-- Stored data --
━━━━━━━━━━━━━━━━━━━━

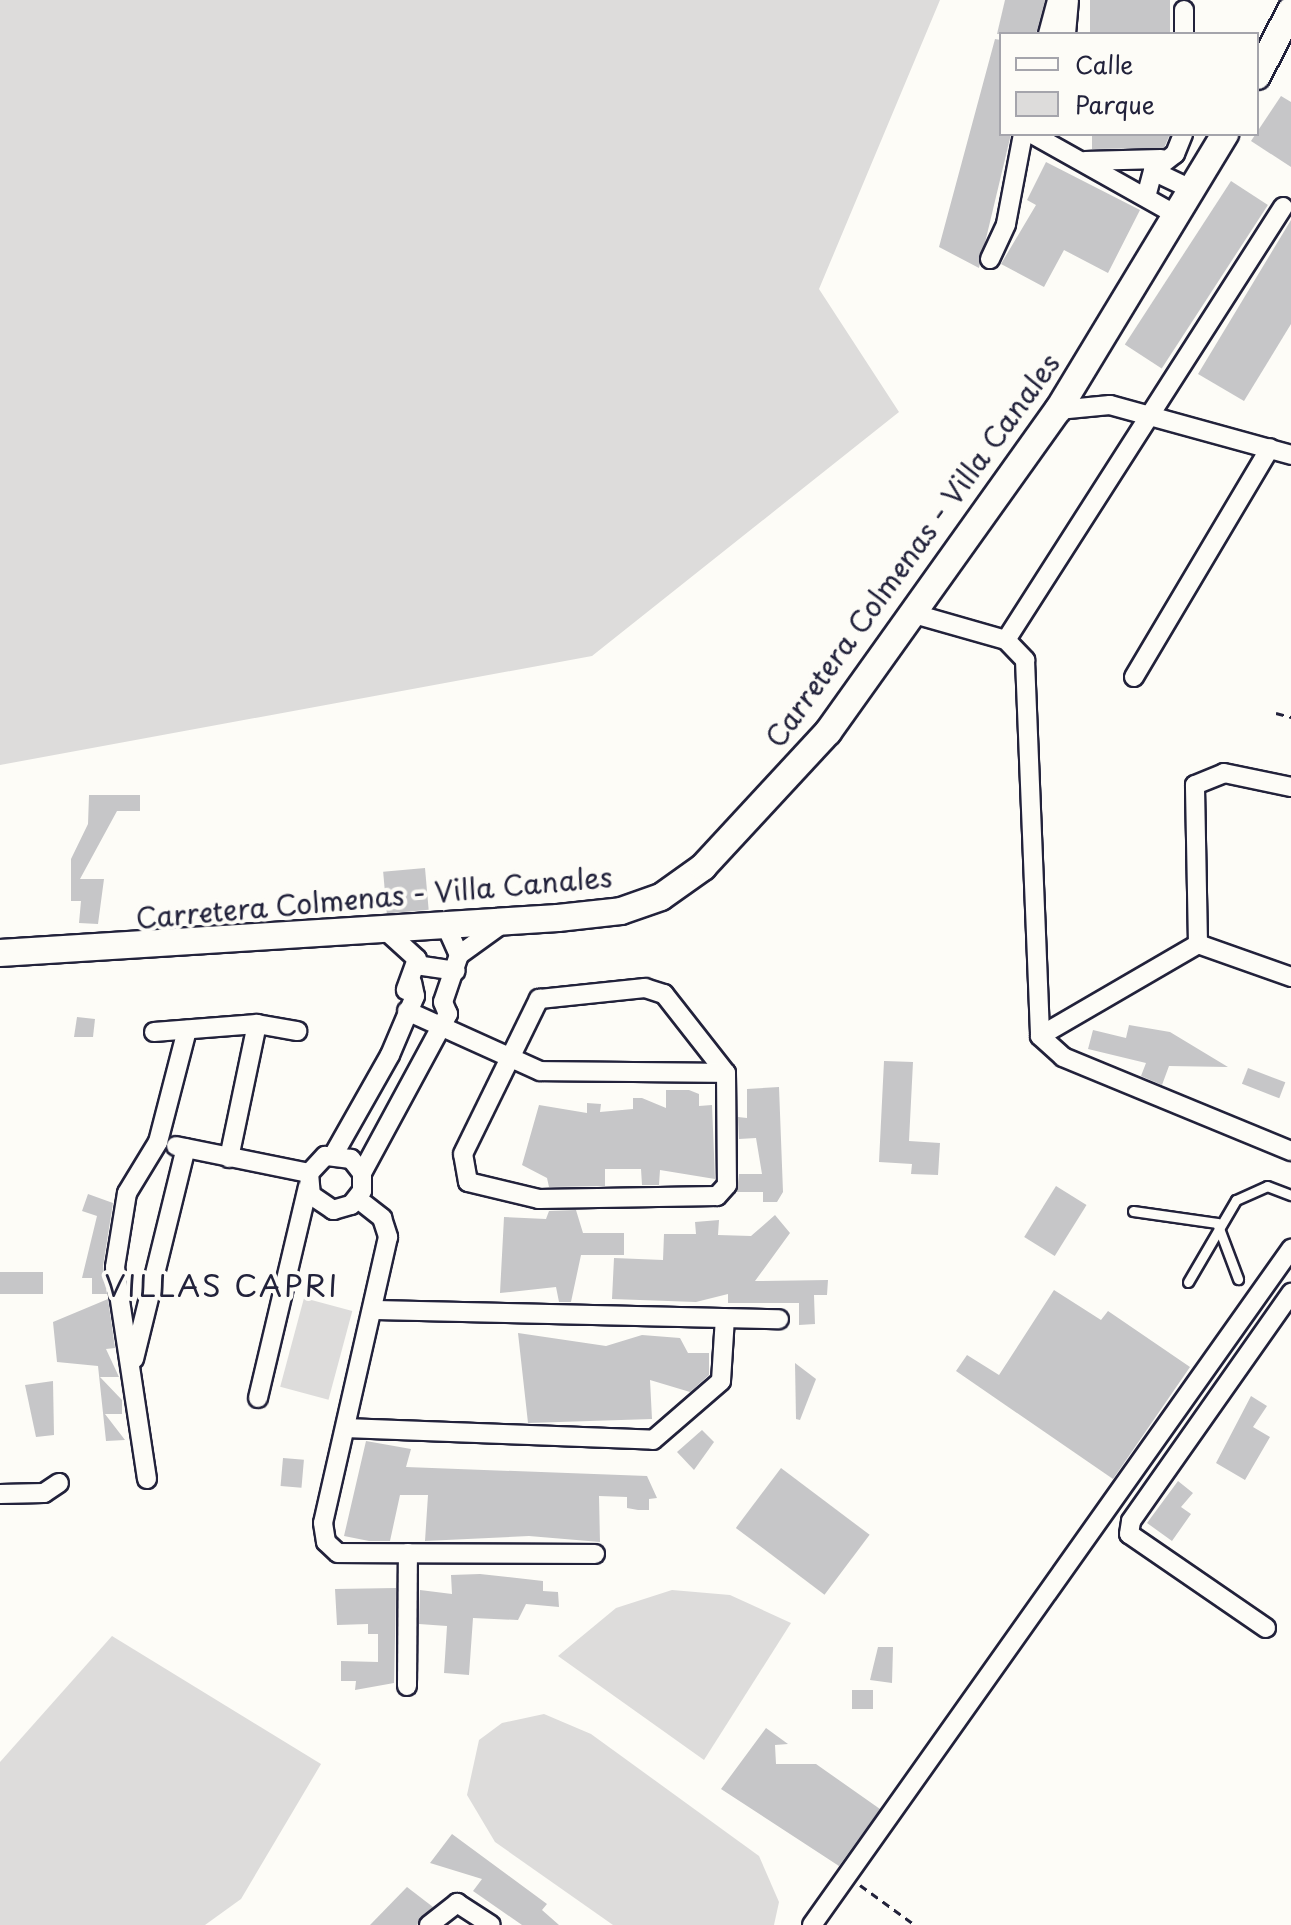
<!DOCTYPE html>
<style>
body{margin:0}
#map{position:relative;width:1291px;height:1925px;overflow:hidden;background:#fdfcf7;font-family:"Playpen Sans",sans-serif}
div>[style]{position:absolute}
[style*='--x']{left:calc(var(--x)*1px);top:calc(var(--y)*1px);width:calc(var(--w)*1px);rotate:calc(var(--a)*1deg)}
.green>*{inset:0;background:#dddcdb;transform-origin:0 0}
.building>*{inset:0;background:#c6c6c8;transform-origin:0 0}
.path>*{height:3px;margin-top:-1.5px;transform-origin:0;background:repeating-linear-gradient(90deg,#22223b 0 8px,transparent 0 14px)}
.roads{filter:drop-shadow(2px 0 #22223b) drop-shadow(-2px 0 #22223b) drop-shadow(0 2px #22223b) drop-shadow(0 -2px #22223b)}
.lane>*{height:9px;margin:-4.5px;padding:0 4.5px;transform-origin:4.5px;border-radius:4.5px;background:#fdfcf7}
.street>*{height:18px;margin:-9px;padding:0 9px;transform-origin:9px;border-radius:9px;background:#fdfcf7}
.secondary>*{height:26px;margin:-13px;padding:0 13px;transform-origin:13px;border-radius:13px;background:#fdfcf7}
span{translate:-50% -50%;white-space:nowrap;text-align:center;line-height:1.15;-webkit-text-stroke:8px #fdfcf7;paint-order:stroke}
.street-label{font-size:28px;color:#22223b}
.neighbourhood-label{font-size:30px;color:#22223b;letter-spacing:2px}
.legend{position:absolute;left:999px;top:32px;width:260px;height:104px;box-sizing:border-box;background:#fdfcf7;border:2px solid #a5a5ac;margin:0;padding:10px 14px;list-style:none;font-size:24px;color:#22223b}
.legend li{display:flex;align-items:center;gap:16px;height:40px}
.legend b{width:40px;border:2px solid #a5a5ac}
</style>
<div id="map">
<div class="green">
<i style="clip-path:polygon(0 0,940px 0,819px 289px,899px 412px,592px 656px,0 765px)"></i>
<i style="left:304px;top:1298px;width:50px;height:92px;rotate:15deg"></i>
<i style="clip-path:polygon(672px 1590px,730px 1595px,791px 1623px,704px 1760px,558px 1656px,616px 1608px)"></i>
<i style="clip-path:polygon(112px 1636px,321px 1764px,241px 1899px,205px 1925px,0 1925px,0 1762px)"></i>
<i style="clip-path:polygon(544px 1714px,591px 1734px,759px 1856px,779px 1902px,774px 1925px,613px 1925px,495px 1842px,467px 1795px,479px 1740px,502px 1723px)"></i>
</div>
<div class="building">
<i style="clip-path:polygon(1005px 0,1045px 0,1036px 34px,997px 34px)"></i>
<i style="left:1090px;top:0;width:80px;height:34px"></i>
<i style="clip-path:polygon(995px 39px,1001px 40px,1001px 134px,1011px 134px,979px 268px,939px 247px)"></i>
<i style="clip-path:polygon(1281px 96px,1291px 102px,1291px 167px,1251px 141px)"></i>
<i style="clip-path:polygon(1092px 134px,1170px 134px,1164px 148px,1092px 149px)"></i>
<i style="clip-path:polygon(1046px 162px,1140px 210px,1108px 273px,1064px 250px,1044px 287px,1001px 264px,1036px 205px,1027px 200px)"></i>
<i style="left:1231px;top:181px;width:44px;height:195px;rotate:33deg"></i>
<i style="clip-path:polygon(1291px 220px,1291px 324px,1244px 401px,1198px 374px)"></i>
<i style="clip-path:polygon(89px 795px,140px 795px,140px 811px,117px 811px,80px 879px,104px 879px,98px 924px,79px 923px,81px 901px,71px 901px,71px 859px,88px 824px)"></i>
<i style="left:425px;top:868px;width:42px;height:42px;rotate:85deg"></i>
<i style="clip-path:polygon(77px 1017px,95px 1019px,93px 1037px,74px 1037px)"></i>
<i style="clip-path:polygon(1129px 1025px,1170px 1032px,1228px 1067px,1169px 1066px,1162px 1085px,1141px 1076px,1146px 1063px,1088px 1049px,1093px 1030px,1126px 1038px)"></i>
<i style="clip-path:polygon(884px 1061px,913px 1062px,909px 1141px,940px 1143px,938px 1175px,911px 1174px,912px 1164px,879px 1162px)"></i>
<i style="left:1248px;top:1068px;width:40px;height:17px;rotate:21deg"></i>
<i style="clip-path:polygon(779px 1087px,783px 1192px,777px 1202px,763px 1202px,763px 1192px,737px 1192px,739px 1174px,762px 1174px,756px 1138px,739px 1139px,738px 1117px,747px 1118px,747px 1089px)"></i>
<i style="clip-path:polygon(666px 1090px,689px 1090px,699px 1094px,699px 1106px,712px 1105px,715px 1179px,660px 1170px,659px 1185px,642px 1185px,641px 1169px,605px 1169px,605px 1186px,549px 1187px,547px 1178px,522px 1165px,539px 1105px,587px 1113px,587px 1103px,601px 1104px,600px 1112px,633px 1109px,633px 1098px,642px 1098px,666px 1108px)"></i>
<i style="left:1056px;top:1186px;width:36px;height:60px;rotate:32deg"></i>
<i style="clip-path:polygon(88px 1194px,113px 1203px,103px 1266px,107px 1294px,92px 1294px,92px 1278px,82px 1278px,97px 1216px,82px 1211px)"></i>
<i style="clip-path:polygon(576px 1210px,583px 1233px,624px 1233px,624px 1255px,581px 1255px,571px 1302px,559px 1302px,556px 1287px,500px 1293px,504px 1217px,546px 1219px,549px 1211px)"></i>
<i style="clip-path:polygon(775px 1215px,790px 1233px,755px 1281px,828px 1280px,827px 1295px,814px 1295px,815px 1324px,799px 1325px,799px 1303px,728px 1303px,728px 1294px,696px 1302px,612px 1299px,614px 1258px,663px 1260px,664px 1234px,696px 1234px,695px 1222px,719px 1220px,718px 1235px,751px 1236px)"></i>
<i style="left:0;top:1272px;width:43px;height:22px"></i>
<i style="clip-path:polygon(1054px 1290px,1101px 1320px,1108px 1311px,1190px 1367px,1113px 1479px,956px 1371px,967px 1355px,999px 1375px)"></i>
<i style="clip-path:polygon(108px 1299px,115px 1348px,106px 1349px,119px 1377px,100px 1377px,122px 1400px,122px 1414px,105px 1414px,125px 1440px,106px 1441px,98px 1366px,57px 1362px,53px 1322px)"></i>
<i style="clip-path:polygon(518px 1333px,606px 1346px,642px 1335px,680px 1338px,688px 1353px,709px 1353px,709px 1375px,690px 1392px,650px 1380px,652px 1419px,528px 1423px)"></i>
<i style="clip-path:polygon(795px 1363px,816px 1379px,800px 1420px,796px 1419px)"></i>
<i style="clip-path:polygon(53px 1381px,54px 1435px,36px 1437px,25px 1385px)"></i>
<i style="clip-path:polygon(1251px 1396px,1267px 1406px,1253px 1427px,1270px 1437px,1245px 1480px,1216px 1463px)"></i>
<i style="clip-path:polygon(702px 1430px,714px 1442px,694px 1470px,677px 1452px)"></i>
<i style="clip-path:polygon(366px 1441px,411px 1449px,406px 1467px,647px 1476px,657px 1498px,649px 1499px,649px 1510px,638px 1510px,627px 1508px,627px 1497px,599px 1496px,600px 1542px,529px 1536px,425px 1541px,428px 1495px,400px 1495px,390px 1541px,369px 1541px,344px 1536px)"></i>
<i style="left:283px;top:1458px;width:21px;height:28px;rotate:5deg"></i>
<i style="left:781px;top:1468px;width:111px;height:75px;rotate:37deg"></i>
<i style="clip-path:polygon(1178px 1481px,1193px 1493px,1181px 1507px,1191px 1514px,1172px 1541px,1147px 1523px)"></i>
<i style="clip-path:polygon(480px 1574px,543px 1581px,543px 1591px,558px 1592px,559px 1607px,526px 1604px,518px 1620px,473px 1618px,469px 1675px,444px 1673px,447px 1626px,419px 1624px,420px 1590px,452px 1594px,451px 1575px)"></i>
<i style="clip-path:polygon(396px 1588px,394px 1683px,355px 1690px,356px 1681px,341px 1681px,341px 1661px,378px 1662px,378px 1634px,368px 1634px,368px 1624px,337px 1625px,335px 1589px)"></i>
<i style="clip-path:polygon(878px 1647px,893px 1647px,892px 1683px,870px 1680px)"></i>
<i style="left:852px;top:1690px;width:21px;height:19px"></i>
<i style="clip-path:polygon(766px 1728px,788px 1744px,775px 1745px,776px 1764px,816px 1764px,880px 1809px,839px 1866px,721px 1789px)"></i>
<i style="clip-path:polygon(452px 1834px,547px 1904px,542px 1910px,559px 1925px,522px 1925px,473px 1891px,482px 1879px,430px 1863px)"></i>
<i style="clip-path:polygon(407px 1887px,433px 1907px,417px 1925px,370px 1925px)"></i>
</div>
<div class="path">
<i style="--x:1276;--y:713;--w:16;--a:15"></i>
<i style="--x:860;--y:1885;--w:68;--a:36"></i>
</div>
<div class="roads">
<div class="lane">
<i style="--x:1133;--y:1211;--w:85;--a:8.1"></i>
<i style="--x:1217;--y:1223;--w:60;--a:69.4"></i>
<i style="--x:1188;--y:1282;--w:95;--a:-59.7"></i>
<i style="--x:1236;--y:1200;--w:34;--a:-24"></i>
<i style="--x:1267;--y:1186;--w:26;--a:21"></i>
</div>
<div class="street">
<i style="--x:1048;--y:34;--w:35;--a:-75"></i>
<i style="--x:1066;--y:34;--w:34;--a:-85"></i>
<i style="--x:1184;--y:34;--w:24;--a:-90"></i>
<i style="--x:1032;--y:134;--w:167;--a:29.3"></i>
<i style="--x:1085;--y:161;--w:76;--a:-1.5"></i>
<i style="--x:1153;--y:171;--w:44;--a:25.4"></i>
<i style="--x:1146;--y:197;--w:27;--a:-75"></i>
<i style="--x:1153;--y:171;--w:28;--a:-38"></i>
<i style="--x:1175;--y:154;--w:22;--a:-68"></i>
<i style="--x:990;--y:259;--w:38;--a:-65"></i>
<i style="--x:1006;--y:224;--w:92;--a:-79.3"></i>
<i style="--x:1058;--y:410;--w:52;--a:-5.5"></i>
<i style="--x:1110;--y:405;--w:188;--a:15.4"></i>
<i style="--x:911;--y:613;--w:99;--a:15.9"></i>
<i style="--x:1006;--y:640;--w:28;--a:46"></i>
<i style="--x:1025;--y:660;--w:376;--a:87.7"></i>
<i style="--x:1040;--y:1036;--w:31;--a:42"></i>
<i style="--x:1063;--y:1057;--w:247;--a:22.4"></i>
<i style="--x:1006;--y:640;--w:514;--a:-57.39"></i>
<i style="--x:1134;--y:677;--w:266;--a:-59.3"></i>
<i style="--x:382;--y:927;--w:47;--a:42.4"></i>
<i style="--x:417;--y:959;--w:33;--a:110"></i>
<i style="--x:1198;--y:944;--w:159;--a:-91.1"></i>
<i style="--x:1195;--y:785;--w:31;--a:-22"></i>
<i style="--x:1224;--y:773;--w:68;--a:11.8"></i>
<i style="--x:1198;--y:944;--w:99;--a:19.5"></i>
<i style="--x:459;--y:955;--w:53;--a:-35.8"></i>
<i style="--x:416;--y:965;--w:40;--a:8.5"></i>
<i style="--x:645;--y:988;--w:20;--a:18"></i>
<i style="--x:664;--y:994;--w:100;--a:51.9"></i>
<i style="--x:726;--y:1073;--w:112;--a:89.5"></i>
<i style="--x:727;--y:1185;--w:15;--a:132"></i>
<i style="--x:717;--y:1196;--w:178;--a:179"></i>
<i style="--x:539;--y:1199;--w:73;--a:-166.5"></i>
<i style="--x:468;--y:1182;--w:28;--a:-100"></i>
<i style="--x:463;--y:1154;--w:173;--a:-63.9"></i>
<i style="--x:539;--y:999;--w:107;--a:-5.9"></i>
<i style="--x:407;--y:1011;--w:146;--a:24.3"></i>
<i style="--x:540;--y:1071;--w:186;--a:0.6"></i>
<i style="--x:154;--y:1032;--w:103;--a:-4.4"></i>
<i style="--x:257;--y:1024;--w:41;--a:9.9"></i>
<i style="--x:1040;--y:1036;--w:183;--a:-30.2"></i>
<i style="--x:176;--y:1146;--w:136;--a:11.5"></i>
<i style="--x:334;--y:1154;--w:114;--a:-60.5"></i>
<i style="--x:390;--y:1055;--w:64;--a:-67"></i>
<i style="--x:415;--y:996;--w:14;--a:-102"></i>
<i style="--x:229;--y:1158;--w:137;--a:-78.2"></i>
<i style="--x:362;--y:1173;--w:18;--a:-128"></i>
<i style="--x:351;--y:1159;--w:26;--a:-173"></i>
<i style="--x:325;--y:1156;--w:23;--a:133"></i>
<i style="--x:309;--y:1173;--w:22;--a:85"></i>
<i style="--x:311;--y:1195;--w:27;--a:34"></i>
<i style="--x:333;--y:1210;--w:19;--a:-16"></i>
<i style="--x:351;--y:1205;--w:18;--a:-52"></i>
<i style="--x:362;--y:1191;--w:18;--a:-90"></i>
<i style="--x:362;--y:1173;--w:181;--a:-61.6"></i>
<i style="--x:448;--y:1014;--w:13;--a:-113"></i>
<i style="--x:443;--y:1002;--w:50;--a:-71.2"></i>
<i style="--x:459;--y:955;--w:35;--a:-114"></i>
<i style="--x:358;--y:1199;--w:31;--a:38"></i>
<i style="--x:382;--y:1218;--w:20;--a:72"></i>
<i style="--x:388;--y:1237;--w:293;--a:102.8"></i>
<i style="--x:323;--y:1523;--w:19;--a:81"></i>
<i style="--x:326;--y:1542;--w:16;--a:43"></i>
<i style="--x:338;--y:1553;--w:257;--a:0.2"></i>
<i style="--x:374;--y:1310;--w:405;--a:1.3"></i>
<i style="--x:134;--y:1359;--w:217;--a:-76.2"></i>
<i style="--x:258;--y:1398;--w:217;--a:-76.7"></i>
<i style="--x:347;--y:1428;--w:306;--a:2.2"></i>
<i style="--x:653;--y:1440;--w:90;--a:-40.9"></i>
<i style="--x:721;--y:1381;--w:63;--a:-86.4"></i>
<i style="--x:147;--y:1479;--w:214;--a:-98.6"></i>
<i style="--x:115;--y:1267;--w:75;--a:-80.8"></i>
<i style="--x:127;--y:1193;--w:60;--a:-58.7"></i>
<i style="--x:158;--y:1142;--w:116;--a:-75.5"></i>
<i style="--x:0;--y:1494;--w:44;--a:-1.3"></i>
<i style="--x:44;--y:1493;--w:18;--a:-34"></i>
<i style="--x:1266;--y:1628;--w:166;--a:-145.5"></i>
<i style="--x:1129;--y:1534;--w:13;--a:-81"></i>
<i style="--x:1131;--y:1521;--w:279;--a:-54.9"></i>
<i style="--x:407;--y:1686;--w:133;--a:-89.6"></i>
<i style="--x:429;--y:1925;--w:36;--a:-38"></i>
<i style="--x:457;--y:1903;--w:40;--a:32.9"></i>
<i style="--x:812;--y:1925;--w:829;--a:-54.68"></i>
</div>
<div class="secondary">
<i style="--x:1257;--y:76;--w:74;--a:-62.7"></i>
<i style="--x:0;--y:953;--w:559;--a:-3.59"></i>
<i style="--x:558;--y:918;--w:63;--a:-6.3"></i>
<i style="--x:621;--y:911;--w:42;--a:-19.3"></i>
<i style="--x:661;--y:897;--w:52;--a:-35.5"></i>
<i style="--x:703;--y:867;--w:184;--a:-47.2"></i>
<i style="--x:828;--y:732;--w:396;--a:-54.5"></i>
<i style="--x:1058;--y:410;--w:323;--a:-58.8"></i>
</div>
</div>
<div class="street-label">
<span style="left:912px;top:550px;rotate:-54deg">Carretera Colmenas - Villa Canales</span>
<span style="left:374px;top:897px;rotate:-5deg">Carretera Colmenas - Villa Canales</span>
</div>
<div class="neighbourhood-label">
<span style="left:222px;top:1285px">VILLAS CAPRI</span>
</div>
<ul class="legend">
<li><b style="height:10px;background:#fdfcf7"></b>Calle</li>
<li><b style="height:22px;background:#dddcdb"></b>Parque</li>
</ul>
</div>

━━━━━━━━━━━━━━━━━━━━

-- HOW TO COMPLETE THIS TASK --
Filter the records for lines holding the string "green". Copy each one.

-- YOUR RESPONSE --
.green>*{inset:0;background:#dddcdb;transform-origin:0 0}
<div class="green">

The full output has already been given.